### Work to complete
Please work out how many lines in the records below include the word "service", and reply with that number only.
#### Data to use
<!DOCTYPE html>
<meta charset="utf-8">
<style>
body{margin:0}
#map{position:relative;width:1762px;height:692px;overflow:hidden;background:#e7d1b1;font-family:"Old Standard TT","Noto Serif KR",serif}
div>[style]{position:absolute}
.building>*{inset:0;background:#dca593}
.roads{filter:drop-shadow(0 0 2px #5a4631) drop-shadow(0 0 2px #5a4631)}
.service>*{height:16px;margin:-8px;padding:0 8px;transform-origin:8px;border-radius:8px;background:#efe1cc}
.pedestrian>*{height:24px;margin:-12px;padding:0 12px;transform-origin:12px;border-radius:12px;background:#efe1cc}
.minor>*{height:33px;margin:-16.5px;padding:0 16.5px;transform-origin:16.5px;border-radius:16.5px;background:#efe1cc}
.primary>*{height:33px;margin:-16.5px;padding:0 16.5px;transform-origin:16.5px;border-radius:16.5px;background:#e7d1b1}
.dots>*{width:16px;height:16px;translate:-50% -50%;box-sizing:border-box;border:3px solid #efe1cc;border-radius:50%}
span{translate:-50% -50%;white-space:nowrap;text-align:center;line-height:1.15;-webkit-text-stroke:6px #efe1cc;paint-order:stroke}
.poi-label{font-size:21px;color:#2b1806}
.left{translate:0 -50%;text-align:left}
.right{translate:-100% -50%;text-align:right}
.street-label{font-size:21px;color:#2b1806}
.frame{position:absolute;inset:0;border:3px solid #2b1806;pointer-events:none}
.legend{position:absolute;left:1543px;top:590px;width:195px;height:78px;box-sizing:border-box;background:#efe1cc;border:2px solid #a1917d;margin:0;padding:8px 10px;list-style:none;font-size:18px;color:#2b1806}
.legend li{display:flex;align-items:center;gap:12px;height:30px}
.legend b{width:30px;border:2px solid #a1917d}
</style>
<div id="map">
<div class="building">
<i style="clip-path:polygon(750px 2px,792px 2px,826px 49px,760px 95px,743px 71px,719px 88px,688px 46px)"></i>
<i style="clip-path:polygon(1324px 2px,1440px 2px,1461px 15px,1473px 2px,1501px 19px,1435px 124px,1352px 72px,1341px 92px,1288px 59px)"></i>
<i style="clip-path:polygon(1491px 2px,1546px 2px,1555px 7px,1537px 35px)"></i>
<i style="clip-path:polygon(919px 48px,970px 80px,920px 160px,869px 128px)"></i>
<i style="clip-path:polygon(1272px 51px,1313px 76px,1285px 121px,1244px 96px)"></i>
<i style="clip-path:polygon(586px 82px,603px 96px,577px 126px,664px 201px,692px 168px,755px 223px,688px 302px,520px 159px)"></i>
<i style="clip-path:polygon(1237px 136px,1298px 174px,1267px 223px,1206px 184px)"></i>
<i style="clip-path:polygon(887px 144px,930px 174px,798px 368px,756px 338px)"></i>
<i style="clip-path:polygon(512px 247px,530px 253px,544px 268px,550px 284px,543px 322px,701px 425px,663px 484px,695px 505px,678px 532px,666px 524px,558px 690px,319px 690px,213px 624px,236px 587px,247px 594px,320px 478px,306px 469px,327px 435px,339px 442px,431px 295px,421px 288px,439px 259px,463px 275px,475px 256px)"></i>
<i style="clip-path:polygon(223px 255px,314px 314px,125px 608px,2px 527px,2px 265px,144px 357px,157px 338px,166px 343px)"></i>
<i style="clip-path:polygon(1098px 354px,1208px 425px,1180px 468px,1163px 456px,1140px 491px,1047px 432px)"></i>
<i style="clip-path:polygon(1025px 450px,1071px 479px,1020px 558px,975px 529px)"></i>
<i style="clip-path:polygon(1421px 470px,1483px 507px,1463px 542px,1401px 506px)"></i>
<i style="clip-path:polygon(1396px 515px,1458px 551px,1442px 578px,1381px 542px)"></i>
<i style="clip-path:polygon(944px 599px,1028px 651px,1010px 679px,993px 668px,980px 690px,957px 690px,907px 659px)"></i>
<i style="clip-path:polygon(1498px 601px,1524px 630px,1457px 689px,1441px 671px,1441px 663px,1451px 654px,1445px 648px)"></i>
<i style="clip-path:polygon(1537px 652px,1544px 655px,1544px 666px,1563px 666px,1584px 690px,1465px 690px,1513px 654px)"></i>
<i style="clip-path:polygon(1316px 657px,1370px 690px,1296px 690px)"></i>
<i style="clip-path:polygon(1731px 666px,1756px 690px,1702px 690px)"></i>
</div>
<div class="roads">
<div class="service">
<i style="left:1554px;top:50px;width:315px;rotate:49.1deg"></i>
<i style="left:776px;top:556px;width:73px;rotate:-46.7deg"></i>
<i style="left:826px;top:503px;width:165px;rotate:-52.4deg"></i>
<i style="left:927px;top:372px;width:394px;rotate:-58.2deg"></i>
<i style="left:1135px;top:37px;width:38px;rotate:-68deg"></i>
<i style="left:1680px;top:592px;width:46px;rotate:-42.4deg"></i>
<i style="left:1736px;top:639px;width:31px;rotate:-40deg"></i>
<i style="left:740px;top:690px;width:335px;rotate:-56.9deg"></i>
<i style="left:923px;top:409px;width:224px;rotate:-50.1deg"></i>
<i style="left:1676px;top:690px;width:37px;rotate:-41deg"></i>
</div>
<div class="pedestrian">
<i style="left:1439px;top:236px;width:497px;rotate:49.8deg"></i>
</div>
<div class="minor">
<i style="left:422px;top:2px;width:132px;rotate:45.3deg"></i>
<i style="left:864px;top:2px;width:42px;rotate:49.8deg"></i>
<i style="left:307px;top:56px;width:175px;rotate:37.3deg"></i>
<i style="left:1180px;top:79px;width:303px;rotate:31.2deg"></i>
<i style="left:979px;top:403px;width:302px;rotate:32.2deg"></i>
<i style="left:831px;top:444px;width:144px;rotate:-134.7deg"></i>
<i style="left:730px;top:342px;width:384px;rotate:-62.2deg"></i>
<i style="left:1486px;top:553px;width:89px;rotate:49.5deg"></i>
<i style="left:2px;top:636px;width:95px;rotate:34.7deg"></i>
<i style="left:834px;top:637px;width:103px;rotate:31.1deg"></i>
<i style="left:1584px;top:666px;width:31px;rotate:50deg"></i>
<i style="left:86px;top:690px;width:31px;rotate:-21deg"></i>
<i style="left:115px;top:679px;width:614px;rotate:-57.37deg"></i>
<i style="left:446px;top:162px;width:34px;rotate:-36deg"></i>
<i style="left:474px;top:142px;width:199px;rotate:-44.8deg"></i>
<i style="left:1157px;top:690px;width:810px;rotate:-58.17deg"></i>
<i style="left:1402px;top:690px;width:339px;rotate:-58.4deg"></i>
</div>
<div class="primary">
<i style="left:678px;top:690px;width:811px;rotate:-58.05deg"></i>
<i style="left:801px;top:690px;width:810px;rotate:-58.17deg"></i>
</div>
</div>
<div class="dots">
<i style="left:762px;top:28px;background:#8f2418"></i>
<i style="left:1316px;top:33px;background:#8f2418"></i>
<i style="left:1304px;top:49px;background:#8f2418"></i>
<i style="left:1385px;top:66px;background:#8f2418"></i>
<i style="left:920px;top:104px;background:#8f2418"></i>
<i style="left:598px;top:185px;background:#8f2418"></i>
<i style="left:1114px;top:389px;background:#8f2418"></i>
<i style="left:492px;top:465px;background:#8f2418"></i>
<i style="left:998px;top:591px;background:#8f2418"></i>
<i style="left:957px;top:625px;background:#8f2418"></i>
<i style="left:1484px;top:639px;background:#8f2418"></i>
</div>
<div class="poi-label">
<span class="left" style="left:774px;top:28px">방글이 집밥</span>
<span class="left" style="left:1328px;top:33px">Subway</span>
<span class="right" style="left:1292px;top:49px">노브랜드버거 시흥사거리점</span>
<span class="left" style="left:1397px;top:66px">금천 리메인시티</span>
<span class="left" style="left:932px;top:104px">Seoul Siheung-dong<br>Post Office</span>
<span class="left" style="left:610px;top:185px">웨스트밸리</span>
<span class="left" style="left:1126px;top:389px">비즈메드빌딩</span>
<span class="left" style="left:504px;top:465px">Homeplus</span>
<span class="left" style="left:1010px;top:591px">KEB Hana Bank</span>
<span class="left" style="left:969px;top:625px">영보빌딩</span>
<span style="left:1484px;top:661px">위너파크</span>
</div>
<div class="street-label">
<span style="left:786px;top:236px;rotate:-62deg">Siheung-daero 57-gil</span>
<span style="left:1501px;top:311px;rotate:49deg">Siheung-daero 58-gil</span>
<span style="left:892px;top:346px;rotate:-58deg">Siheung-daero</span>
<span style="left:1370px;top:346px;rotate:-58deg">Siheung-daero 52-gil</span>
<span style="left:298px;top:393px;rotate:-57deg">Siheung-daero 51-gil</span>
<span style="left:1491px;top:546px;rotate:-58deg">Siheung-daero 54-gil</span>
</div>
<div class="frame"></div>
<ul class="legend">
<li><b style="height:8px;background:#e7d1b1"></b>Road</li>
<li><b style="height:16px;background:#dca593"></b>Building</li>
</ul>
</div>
########
### Exercise result
2